The interview simulation (use carefully)

You can ask Claude to roleplay as a customer and practice your interview script. This has real value — it surfaces questions that are confusing, leading, or too narrow before you burn an actual interview slot on them.

"Roleplay as a senior CS manager at a 100-person SaaS company. I'm going to practice my customer discovery interview with you. Push back when my questions are leading or too vague. Stay in character."

The critical caveat: Claude's simulated responses are drawn from its training data about how people generally behave, not from the actual person you are trying to understand. It will validate plausible things and miss unusual things. Use it to stress-test your questions, not to draw conclusions about your customer.

The trap: founders who run five simulated interviews and feel like they have done discovery. They have not. Simulated interviews are warmup, not research.

What Claude cannot do

Tell you whether your hypothesis is right. Only real customers can do that. If you describe your hypothesis to Claude and ask if it sounds valid, you will get a thoughtful analysis of whether it seems plausible — not evidence that it is true.

Replace the unscripted parts of an interview. The most valuable moments in customer discovery are usually the tangents — the thing the person mentions offhand that was not in your question list, the moment of visible frustration when you ask about a workaround, the pause before they answer a question in a way that tells you they're being careful. These only happen in real conversations.

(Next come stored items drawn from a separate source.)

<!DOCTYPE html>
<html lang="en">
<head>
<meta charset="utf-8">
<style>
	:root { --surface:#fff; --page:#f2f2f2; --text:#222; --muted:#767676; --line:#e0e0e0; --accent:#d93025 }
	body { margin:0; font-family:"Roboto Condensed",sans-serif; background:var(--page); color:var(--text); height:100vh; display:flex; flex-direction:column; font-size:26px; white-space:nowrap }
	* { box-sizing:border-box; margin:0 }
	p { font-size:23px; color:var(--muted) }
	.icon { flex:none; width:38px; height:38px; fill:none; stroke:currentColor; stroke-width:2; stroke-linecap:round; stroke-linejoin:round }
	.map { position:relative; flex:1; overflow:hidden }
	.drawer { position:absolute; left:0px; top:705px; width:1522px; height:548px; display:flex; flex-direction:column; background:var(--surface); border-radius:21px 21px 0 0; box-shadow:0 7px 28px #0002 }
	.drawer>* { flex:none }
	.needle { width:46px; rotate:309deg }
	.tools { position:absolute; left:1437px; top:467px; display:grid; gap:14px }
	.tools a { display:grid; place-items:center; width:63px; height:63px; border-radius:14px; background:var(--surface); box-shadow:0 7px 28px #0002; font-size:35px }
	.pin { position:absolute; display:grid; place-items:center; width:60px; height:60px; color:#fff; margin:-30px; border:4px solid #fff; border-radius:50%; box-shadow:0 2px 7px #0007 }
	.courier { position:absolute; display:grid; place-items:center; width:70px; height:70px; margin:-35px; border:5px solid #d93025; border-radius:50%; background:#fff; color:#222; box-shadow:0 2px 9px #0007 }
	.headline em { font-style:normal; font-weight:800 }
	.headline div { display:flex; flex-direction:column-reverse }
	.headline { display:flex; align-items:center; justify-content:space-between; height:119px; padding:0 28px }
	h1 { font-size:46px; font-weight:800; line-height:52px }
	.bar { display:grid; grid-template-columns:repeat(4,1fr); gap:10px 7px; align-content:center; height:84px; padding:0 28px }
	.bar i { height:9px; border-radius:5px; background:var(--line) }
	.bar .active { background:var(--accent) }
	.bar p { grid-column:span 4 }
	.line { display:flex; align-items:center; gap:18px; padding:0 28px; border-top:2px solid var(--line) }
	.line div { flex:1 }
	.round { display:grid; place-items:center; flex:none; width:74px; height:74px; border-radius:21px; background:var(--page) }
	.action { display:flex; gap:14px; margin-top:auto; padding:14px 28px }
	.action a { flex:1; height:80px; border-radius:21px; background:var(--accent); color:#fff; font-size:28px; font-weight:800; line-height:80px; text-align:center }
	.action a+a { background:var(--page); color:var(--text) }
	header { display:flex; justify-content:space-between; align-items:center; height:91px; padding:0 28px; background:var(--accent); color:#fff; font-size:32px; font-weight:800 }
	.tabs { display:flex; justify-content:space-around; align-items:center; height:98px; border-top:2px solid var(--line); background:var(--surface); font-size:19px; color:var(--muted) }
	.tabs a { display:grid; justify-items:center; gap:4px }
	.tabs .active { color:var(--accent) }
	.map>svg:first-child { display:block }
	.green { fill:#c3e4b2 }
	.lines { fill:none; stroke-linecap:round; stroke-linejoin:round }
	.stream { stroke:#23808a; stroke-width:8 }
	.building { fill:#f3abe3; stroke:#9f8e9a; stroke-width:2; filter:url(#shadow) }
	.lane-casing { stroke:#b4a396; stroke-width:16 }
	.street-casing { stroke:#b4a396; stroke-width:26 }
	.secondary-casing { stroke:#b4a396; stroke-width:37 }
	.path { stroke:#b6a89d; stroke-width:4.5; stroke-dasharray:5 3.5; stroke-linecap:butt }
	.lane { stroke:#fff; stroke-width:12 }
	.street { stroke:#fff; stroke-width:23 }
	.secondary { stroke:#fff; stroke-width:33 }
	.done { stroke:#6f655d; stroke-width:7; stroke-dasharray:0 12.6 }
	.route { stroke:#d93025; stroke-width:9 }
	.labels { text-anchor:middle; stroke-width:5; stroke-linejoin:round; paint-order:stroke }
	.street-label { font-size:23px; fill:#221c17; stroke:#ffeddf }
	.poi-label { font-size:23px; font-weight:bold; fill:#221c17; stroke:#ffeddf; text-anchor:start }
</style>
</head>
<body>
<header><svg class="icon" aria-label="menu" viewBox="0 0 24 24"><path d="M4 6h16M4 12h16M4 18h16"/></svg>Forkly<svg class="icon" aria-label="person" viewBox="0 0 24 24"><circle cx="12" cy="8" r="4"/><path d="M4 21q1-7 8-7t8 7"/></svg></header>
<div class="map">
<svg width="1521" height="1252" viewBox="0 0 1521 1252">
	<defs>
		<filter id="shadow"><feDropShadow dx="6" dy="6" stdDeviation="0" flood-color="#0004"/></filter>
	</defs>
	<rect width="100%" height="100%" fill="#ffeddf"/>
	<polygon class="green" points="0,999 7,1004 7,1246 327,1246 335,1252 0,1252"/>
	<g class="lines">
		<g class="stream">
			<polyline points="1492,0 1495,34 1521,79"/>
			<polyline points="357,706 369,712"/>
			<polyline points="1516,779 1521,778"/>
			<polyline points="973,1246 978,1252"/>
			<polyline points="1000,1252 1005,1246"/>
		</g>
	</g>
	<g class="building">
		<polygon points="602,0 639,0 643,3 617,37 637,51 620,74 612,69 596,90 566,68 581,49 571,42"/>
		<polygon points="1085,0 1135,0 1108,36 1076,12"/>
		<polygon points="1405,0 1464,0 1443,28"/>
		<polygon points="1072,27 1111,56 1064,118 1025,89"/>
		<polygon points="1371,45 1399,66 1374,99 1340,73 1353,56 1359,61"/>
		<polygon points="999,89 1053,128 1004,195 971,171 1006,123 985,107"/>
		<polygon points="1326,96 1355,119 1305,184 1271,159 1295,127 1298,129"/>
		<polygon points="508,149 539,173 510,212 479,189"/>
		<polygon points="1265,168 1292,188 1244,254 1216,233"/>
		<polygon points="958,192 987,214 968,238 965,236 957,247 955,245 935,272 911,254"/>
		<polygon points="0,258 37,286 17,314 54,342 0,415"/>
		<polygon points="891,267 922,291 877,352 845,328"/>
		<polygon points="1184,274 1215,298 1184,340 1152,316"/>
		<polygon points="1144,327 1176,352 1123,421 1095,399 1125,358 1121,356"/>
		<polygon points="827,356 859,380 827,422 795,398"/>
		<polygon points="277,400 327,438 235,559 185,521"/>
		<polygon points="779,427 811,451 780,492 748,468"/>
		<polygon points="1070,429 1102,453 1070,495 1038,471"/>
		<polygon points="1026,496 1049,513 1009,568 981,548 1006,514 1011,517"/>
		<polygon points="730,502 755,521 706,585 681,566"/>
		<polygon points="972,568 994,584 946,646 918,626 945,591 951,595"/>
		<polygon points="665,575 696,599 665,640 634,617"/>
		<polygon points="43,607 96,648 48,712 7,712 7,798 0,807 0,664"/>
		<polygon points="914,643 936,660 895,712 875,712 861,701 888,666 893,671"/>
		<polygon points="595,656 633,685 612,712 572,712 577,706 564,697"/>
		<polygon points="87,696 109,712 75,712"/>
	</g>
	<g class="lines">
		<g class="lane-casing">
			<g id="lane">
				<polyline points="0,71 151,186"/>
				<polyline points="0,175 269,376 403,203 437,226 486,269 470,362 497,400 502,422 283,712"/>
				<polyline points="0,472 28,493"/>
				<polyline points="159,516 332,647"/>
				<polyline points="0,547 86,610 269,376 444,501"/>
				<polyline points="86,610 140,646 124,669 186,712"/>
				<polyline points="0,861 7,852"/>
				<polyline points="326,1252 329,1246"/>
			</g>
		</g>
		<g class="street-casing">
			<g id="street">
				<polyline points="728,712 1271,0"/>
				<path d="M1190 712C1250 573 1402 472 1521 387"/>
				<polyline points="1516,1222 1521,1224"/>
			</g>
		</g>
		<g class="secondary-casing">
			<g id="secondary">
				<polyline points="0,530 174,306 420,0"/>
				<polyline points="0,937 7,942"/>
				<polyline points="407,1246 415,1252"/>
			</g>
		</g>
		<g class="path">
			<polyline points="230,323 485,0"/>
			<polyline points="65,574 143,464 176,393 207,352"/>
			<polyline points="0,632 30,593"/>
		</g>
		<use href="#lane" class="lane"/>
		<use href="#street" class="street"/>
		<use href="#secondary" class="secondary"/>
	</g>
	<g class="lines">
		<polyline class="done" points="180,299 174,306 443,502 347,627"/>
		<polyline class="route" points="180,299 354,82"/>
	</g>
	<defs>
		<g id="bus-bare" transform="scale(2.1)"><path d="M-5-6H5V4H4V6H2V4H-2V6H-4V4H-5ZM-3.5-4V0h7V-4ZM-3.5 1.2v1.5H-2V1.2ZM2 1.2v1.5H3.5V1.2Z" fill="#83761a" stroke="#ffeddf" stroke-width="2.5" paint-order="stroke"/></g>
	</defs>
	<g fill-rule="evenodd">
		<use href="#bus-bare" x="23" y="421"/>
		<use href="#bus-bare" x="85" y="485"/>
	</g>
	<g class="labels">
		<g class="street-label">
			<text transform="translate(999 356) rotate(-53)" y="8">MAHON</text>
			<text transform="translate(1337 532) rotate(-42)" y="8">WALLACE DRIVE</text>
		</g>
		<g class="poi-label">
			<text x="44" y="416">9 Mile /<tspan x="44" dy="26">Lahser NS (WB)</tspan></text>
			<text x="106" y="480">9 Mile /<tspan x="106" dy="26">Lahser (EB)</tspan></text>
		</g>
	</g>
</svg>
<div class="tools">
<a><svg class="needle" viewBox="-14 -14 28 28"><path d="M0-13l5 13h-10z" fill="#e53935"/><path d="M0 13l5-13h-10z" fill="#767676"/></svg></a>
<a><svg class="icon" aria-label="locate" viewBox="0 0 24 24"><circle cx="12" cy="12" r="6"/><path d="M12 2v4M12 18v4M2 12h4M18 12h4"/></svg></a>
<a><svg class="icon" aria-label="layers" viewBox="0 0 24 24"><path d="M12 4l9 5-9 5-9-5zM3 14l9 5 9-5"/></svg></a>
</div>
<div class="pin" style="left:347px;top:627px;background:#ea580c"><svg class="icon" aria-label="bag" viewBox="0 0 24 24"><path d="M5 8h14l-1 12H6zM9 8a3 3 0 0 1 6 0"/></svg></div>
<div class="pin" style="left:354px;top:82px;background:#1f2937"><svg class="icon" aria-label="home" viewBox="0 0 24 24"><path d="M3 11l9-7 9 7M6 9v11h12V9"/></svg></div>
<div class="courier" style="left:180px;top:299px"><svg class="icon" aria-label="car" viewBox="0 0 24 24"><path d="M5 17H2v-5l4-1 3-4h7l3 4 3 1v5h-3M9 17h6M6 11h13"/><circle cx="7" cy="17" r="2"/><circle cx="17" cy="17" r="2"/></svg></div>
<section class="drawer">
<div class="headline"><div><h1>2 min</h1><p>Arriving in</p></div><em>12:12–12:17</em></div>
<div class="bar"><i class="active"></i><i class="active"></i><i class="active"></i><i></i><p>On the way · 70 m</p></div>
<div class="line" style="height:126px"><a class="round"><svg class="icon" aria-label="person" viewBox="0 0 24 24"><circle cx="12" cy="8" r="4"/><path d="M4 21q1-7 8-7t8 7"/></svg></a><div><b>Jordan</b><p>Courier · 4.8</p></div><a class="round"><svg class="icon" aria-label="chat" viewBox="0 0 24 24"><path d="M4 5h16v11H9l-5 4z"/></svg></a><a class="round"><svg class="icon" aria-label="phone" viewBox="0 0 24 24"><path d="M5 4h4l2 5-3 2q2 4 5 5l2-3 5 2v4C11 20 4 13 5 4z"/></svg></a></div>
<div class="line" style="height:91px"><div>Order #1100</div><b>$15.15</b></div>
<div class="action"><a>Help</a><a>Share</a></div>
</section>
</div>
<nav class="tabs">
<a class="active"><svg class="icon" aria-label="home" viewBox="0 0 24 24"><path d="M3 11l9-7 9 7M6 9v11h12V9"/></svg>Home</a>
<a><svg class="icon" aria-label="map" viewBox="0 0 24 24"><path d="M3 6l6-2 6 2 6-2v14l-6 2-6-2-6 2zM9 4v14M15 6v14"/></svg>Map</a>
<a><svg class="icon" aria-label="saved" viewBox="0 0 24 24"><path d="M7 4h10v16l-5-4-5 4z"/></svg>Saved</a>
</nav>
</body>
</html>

Catch what you are missing in your mental model. Claude synthesizes what you give it. If you went into five interviews with a blind spot — a whole category of problem you were not asking about — Claude will not invent it. It will organize the blind spot you already have. The cure for this is diversity of interview subjects and active effort to disconfirm your assumptions, not more Claude.

If your discovery is informal (20-minute calls, not structured interviews)

Most discovery articles — including this one — describe formal structured interviews. Many early-stage founders do not run formal discovery. They have 20-minute conversations with potential users, catch-up calls that turn into discovery, or Slack DMs where someone describes their problem. This is still discovery.

Claude is useful here too, just differently:

After an informal conversation: Write three sentences about what you heard immediately after the call. Not polished notes — just what you remember. Then ask Claude: "Here is what I heard in a 20-minute call with [person's role]: [three sentences]. What hypothesis is this consistent with? What would I need to hear from the next 2-3 conversations to confirm or kill it?"

This forces you to extract a signal from a conversation that might otherwise stay in your head as a vague feeling.

When you have talked to 5+ people informally: Paste your rough notes from all of them into Claude and ask: "I've had informal conversations with five potential customers. Here are my rough notes from each: [notes]. What patterns do you see across these? What is the same complaint in different words? What do people keep mentioning that I might be treating as background noise?"

The synthesis from informal notes is often more valuable than from formal structured data, because informal conversations surface the things people actually say rather than the things they say when they know they are being interviewed.

The discipline that makes it work

Use Claude between interviews, not during them. During the interview: phone down, notes brief, full attention on the person. After the interview: immediately write rough notes while the memory is fresh (ten minutes, no polish), then use Claude to help you think through what you heard.

The founders who extract the most from customer discovery do the hard part — the actual conversations, the uncomfortable silences, the follow-up probes — and use Claude to make the surrounding work faster. The founders who use Claude to shortcut the conversations end up with organized notes about things they never actually learned.